I have a 2 yr old right now, he's like a been there done that 25 yr old in his head. Majorly chill and awesome. Better than a bunch of older horses I've been on.

No serious riding still. I have saddled him, taught him to go, stop and turn. Can also get him to trot.
But really usually just get in him bareback and walk around, just to ask him to do those simple things.
     
    11-24-2012, 02:22 PM
  #7
Yearling
Is 2 1/2 safe enough to just start backing them and teaching them the riding cues from the saddle?
     
    11-24-2012, 02:28 PM
  #8
Green Broke
It really depends on the individual horse, OP. Some horses are capable of handling that sort of thing at 2-2 1/2, others are not. If you think about it, some 3 year olds often appear more like a gangly 1 1/2 year old, and some 2 year olds look and behave like 4 year olds. This is where having a good, solid base of being able to judge that will come into play. Do you have a particular horse you are preparing to start? If so, providing photos would help to at least give people an idea of the horse's physical readiness (glaring "not ready" signs will be pretty obvious - even though one can't see the internal structures).
     
    11-24-2012, 02:34 PM
  #9
Yearling
Quote:
Originally Posted by themacpack    
It really depends on the individual horse, OP. Some horses are capable of handling that sort of thing at 2-2 1/2, others are not. If you think about it, some 3 year olds often appear more like a gangly 1 1/2 year old, and some 2 year olds look and behave like 4 year olds. This is where having a good, solid base of being able to judge that will come into play. Do you have a particular horse you are preparing to start? If so, providing photos would help to at least give people an idea of the horse's physical readiness (glaring "not ready" signs will be pretty obvious - even though one can't see the internal structures).
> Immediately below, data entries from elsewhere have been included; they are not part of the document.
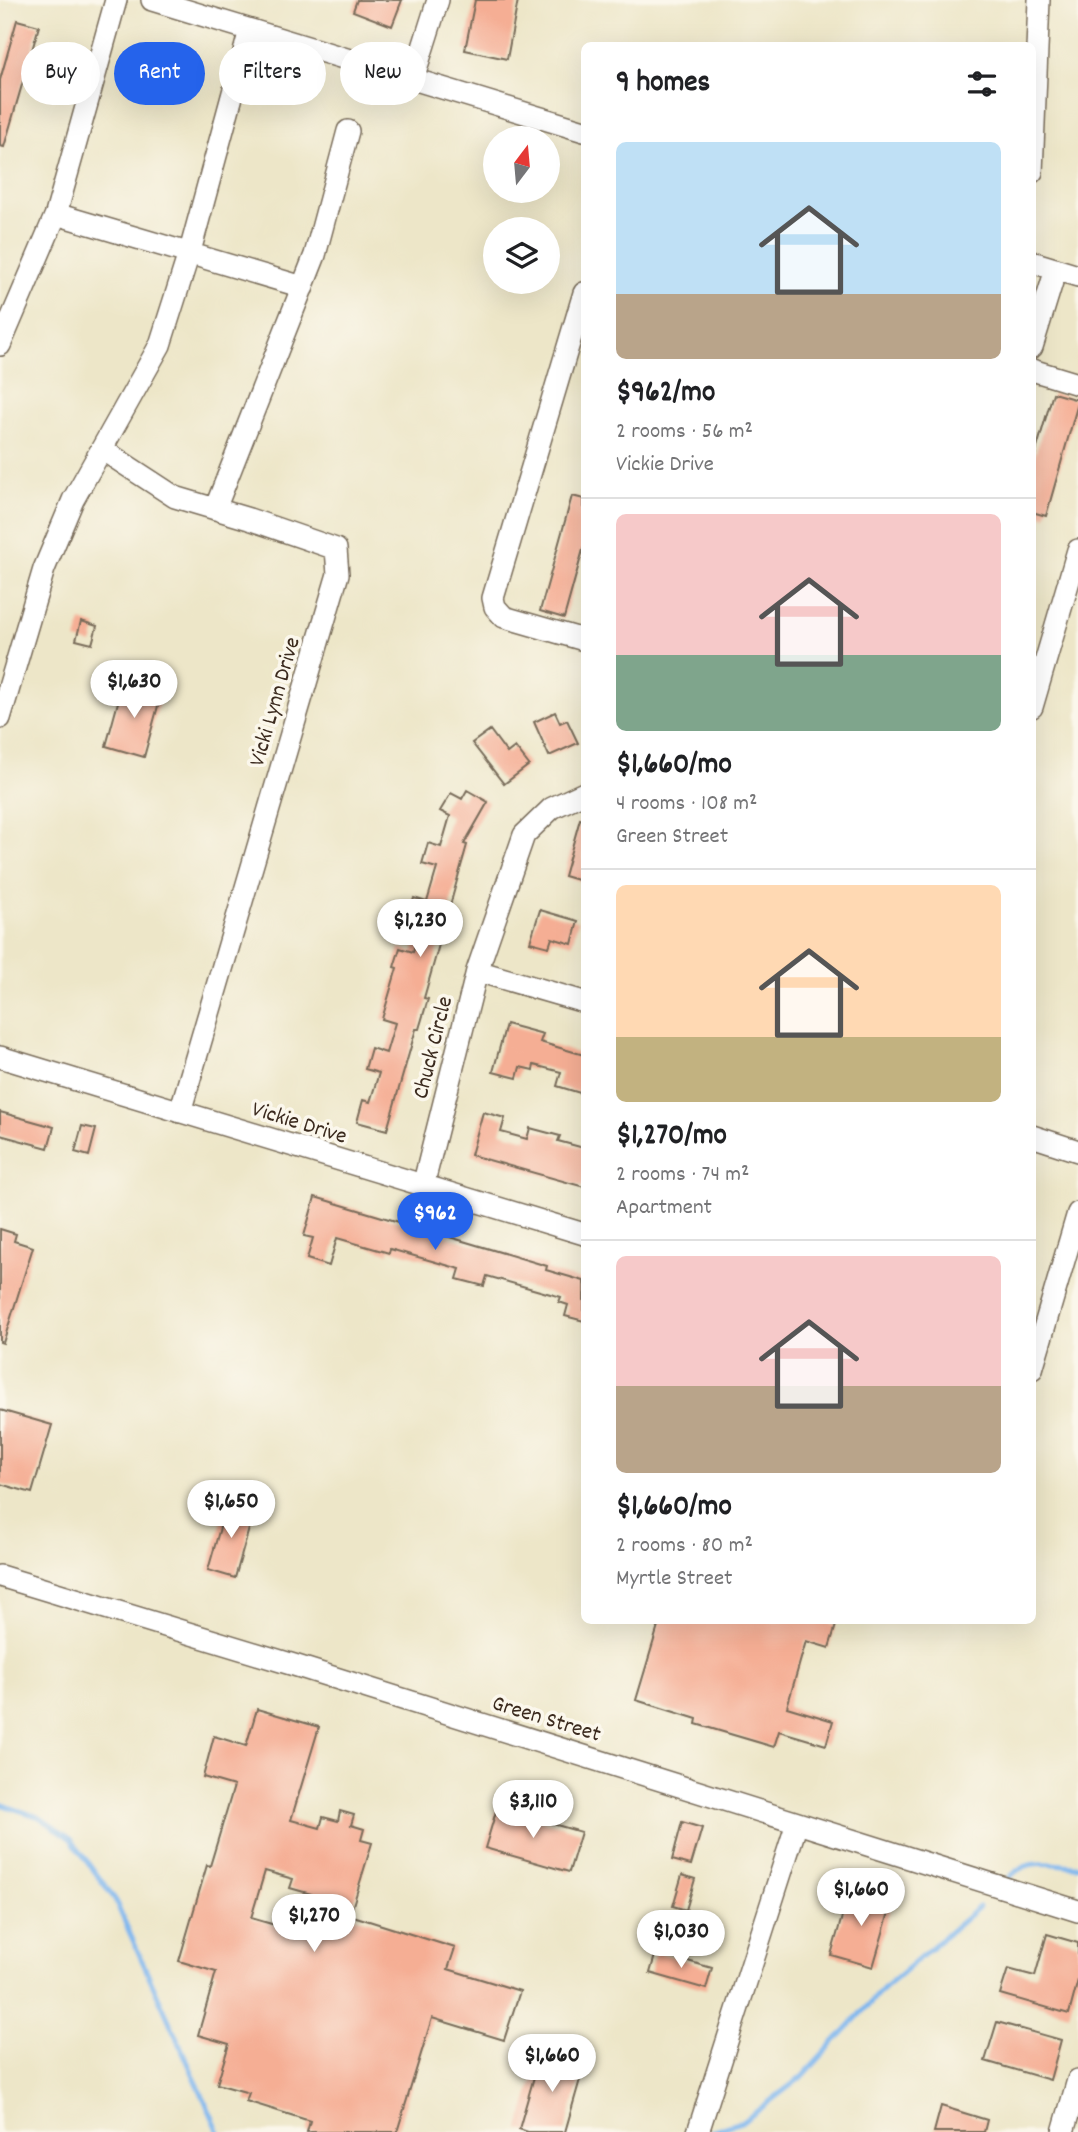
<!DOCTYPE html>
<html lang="en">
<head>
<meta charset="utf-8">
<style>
	:root { --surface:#fff; --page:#f2f2f2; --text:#202124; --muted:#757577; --line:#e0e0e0; --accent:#2563eb }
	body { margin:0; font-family:Dekko,sans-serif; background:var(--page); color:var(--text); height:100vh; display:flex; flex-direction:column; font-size:26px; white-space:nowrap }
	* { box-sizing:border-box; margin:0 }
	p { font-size:23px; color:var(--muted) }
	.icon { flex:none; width:38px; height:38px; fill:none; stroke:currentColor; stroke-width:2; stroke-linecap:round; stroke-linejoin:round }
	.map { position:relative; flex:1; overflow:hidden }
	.details { position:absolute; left:581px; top:42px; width:455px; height:1582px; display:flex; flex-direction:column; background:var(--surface); border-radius:10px; box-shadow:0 7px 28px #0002 }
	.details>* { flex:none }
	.top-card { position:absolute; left:21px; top:42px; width:455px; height:63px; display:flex; gap:14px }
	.needle { width:46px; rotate:16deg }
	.buttons { position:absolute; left:483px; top:126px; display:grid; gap:14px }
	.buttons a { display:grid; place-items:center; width:77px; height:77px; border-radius:50%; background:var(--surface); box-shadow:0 7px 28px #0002; font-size:35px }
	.price { position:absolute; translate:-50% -60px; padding:0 16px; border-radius:24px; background:#fff; color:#222; font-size:23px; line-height:46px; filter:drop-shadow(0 2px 4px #0008) }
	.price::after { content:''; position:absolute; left:50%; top:42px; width:21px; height:16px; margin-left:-10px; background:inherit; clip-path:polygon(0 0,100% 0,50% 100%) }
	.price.current { background:var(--accent); color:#fff }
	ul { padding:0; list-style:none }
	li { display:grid; align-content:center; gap:14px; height:371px; padding:0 35px }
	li+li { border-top:2px solid var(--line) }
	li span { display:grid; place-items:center; height:217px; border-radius:10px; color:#555 }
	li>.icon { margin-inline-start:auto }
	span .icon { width:126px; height:126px; fill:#fffc; stroke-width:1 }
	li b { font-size:30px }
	h2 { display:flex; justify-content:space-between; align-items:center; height:84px; padding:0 35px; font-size:30px }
	.pill { padding:0 24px; border-radius:32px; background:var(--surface); box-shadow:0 7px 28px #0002; font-size:24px; line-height:63px }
	.pill.current { background:var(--accent); color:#fff }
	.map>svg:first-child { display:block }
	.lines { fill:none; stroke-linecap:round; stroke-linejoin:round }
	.stream { stroke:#7db6ee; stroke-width:5 }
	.building { fill:#f5ae94; fill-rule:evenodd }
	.minor-casing { stroke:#796c5a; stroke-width:24 }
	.minor { stroke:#fff; stroke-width:21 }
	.labels { text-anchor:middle; stroke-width:7; stroke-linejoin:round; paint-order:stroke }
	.street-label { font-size:23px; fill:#3b2a1e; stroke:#fbf7ec }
</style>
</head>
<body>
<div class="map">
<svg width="1078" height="2132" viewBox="0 0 1078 2132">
	<rect width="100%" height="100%" fill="#fbf7ec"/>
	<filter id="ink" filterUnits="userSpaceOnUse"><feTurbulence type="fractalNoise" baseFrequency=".0143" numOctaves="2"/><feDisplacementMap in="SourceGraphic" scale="14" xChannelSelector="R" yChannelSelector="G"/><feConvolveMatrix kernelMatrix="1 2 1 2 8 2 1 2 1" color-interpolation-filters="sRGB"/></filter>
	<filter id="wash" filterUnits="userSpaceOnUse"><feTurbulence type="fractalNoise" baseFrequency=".00686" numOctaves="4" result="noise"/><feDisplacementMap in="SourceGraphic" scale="28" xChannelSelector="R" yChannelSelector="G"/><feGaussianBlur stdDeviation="1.57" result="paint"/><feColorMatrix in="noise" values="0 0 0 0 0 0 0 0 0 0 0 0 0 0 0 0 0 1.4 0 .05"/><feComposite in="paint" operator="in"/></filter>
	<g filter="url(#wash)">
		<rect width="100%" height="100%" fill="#ede6c8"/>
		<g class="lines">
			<path class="stream" d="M 0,1804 L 39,1817 L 71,1839 L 114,1898 L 219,2132
				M 1005,1883 C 1025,1855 1049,1865 1078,1866
				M 712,2131 L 744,2121 L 803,2076 L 884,1988 L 979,1907"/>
		</g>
		<g id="blocks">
			<path class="building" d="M 357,0 L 402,0 L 392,26 L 353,11 Z
				M 475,0 L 518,0 L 507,59 L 465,50 Z
				M 17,20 L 39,26 L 4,147 L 0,146 L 0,80 Z
				M 1053,393 L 1078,400 L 1078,403 L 1046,516 L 1032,512 L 1032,465 Z
				M 572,496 L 584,499 L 584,546 L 564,618 L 540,611 Z
				M 81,621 L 97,626 L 92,644 L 76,640 Z
				M 123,684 L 161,695 L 144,757 L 106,746 Z
				M 555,712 L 560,723 L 567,720 L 578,743 L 549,756 L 534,722 Z
				M 490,730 L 507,753 L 515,747 L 529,765 L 504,784 L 472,743 Z
				M 467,790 L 488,802 L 464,844 L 467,845 L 424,998 L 428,999 L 419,1029 L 416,1029 L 387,1130 L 357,1122 L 363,1100 L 370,1102 L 379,1073 L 365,1069 L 371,1048 L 386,1053 L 395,1023 L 382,1019 L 397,968 L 394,967 L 400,948 L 413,952 L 421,922 L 408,918 L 414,898 L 427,902 L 437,868 L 422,864 L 428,843 L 441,847 L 450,816 L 440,811 L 451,793 L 462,799 Z
				M 580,819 L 584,820 L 584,882 L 564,876 Z
				M 540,910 L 578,921 L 572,944 L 552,938 L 549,947 L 530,942 Z
				M 506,1024 L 543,1034 L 540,1042 L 584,1055 L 584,1079 L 580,1093 L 557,1086 L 561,1072 L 534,1065 L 533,1070 L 520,1067 L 517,1078 L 493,1072 Z
				M 0,1112 L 54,1127 L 48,1148 L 0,1135 Z
				M 483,1112 L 505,1118 L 501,1132 L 527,1139 L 530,1128 L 560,1136 L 558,1141 L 584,1148 L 584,1187 L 471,1155 Z
				M 82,1126 L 96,1129 L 89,1156 L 75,1152 Z
				M 315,1197 L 547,1266 L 546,1270 L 584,1281 L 584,1321 L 565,1316 L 568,1305 L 559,1302 L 561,1297 L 487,1276 L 484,1286 L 457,1279 L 460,1269 L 390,1249 L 389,1253 L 337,1238 L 329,1266 L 307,1259 L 313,1238 L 304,1236 Z
				M 0,1229 L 16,1234 L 14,1241 L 33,1247 L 3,1343 L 0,1342 Z
				M 0,1410 L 52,1425 L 32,1493 L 0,1484 Z
				M 227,1503 L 254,1511 L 235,1578 L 208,1570 Z
				M 660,1620 L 822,1620 L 836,1625 L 829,1648 L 806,1641 L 787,1707 L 833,1721 L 826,1745 L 779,1731 L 774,1747 L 696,1724 L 697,1719 L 636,1700 Z
				M 257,1709 L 319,1727 L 291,1820 L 320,1828 L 323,1817 L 338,1821 L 340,1811 L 354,1815 L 351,1825 L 364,1829 L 361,1840 L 372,1843 L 350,1915 L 455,1948 L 448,1969 L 520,1991 L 504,2040 L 432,2018 L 397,2132 L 307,2132 L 310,2121 L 246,2101 L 249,2093 L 217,2084 L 229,2044 L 198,2035 L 216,1972 L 179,1961 L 207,1865 L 210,1866 L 234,1786 L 203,1777 L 214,1736 L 246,1746 ZM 265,1871 L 293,1879 L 290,1888 L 311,1894 L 299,1932 L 251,1918 Z
				M 497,1808 L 581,1832 L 569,1872 L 485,1848 Z
				M 682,1822 L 702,1828 L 691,1865 L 672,1860 Z
				M 682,1875 L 695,1879 L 686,1910 L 673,1906 Z
				M 850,1889 L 892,1902 L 873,1967 L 831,1955 Z
				M 1047,1934 L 1078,1943 L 1078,1980 L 1069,2014 L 1000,1994 L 1008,1969 L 1035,1976 Z
				M 656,1952 L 712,1968 L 706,1989 L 650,1973 Z
				M 997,2022 L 1061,2040 L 1050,2080 L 985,2061 Z
				M 542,2049 L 585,2062 L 565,2132 L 528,2132 L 519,2129 Z
				M 941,2106 L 987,2120 L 984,2132 L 934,2132 Z"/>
		</g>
	</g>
	<g filter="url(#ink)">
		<use href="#blocks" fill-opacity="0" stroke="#796c5a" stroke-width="2"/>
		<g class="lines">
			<g class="minor-casing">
				<path id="minor" d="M 152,0 L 584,131
					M 413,79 L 438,0
					M 1032,172 L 1039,0
					M 56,214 L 303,287
					M 1032,262 L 1078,276
					M 584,293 L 493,598 L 495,607 L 504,617 L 584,640
					M 0,345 L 56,214 L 116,0
					M 1032,347 L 1056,269
					M 1032,370 L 1078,384
					M 103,450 L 175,497 L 249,519 L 336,549 L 338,574 L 180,1112
					M 215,509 L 315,255 L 348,131
					M 1032,707 L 1078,550
					M 0,718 L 44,569 L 73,500 L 160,345 L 192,244 L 250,30
					M 477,971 L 584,1002
					M 0,1057 L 584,1234
					M 1032,1136 L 1078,1151
					M 423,1186 L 477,971 L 524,835 L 552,808 L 584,793
					M 1032,1369 L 1078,1213
					M 0,1576 L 294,1665 L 1078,1911
					M 698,2132 L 797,1823
					M 1063,2132 L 1078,2080"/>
			</g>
			<use href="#minor" class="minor"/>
		</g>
	</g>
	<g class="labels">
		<g class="street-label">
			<text transform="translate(273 701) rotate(-74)" y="8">Vicki Lynn Drive</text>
			<text transform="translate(431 1047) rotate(-76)" y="8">Chuck Circle</text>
			<text transform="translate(300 1121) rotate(17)" y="8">Vickie Drive</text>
			<text transform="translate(547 1717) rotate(17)" y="8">Green Street</text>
		</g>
	</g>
</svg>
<div class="buttons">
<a><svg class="needle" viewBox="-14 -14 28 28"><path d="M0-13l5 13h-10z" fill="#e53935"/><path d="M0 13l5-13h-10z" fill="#757577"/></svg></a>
<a><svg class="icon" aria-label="layers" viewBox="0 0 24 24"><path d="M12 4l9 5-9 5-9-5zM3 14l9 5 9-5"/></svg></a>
</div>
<b class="price" style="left:134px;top:720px">$1,630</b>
<b class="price" style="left:420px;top:959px">$1,230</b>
<b class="price current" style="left:435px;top:1252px">$962</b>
<b class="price" style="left:231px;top:1540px">$1,650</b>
<b class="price" style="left:533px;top:1840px">$3,110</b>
<b class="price" style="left:861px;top:1928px">$1,660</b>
<b class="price" style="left:314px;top:1954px">$1,270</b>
<b class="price" style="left:681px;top:1970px">$1,030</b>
<b class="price" style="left:552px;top:2094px">$1,660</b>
<div class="top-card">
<a class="pill">Buy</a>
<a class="pill current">Rent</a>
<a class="pill">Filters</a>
<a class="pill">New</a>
</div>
<section class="details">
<h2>9 homes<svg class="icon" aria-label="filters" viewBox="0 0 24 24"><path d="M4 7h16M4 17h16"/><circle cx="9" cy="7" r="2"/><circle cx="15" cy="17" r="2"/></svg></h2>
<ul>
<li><span style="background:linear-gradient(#bfe0f5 70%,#b9a48a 0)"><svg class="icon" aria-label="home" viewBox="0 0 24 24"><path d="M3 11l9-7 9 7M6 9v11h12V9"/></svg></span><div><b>$962/mo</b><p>2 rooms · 56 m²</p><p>Vickie Drive</p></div></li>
<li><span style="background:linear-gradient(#f6c9c9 65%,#7fa58c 0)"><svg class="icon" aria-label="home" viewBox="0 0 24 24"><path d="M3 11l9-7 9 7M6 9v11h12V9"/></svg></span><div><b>$1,660/mo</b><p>4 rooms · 108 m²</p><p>Green Street</p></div></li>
<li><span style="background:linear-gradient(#ffd9b3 70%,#c2b280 0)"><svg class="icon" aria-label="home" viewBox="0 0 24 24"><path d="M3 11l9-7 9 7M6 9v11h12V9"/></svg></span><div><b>$1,270/mo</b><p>2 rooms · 74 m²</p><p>Apartment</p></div></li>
<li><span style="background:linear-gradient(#f6c9c9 60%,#b9a48a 0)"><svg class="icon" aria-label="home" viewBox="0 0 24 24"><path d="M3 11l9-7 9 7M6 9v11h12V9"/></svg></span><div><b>$1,660/mo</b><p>2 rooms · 80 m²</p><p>Myrtle Street</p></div></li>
</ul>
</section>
</div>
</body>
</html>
My horse is one and a half and I wanted to try riding him in late summer. His birthday is in may and he is really big already.
     
    11-24-2012, 02:51 PM
  #10
Yearling
I don't think it particularly matters how large the horse is. It's more a matter of how far along they are in their physical development. Working a lot on a young horse whose growth plates haven't fused can cause some damage (in my opinion one of the reasons that a 5 year old is considered "old" in Thoroughbred racing...they've been ridden hard way too early).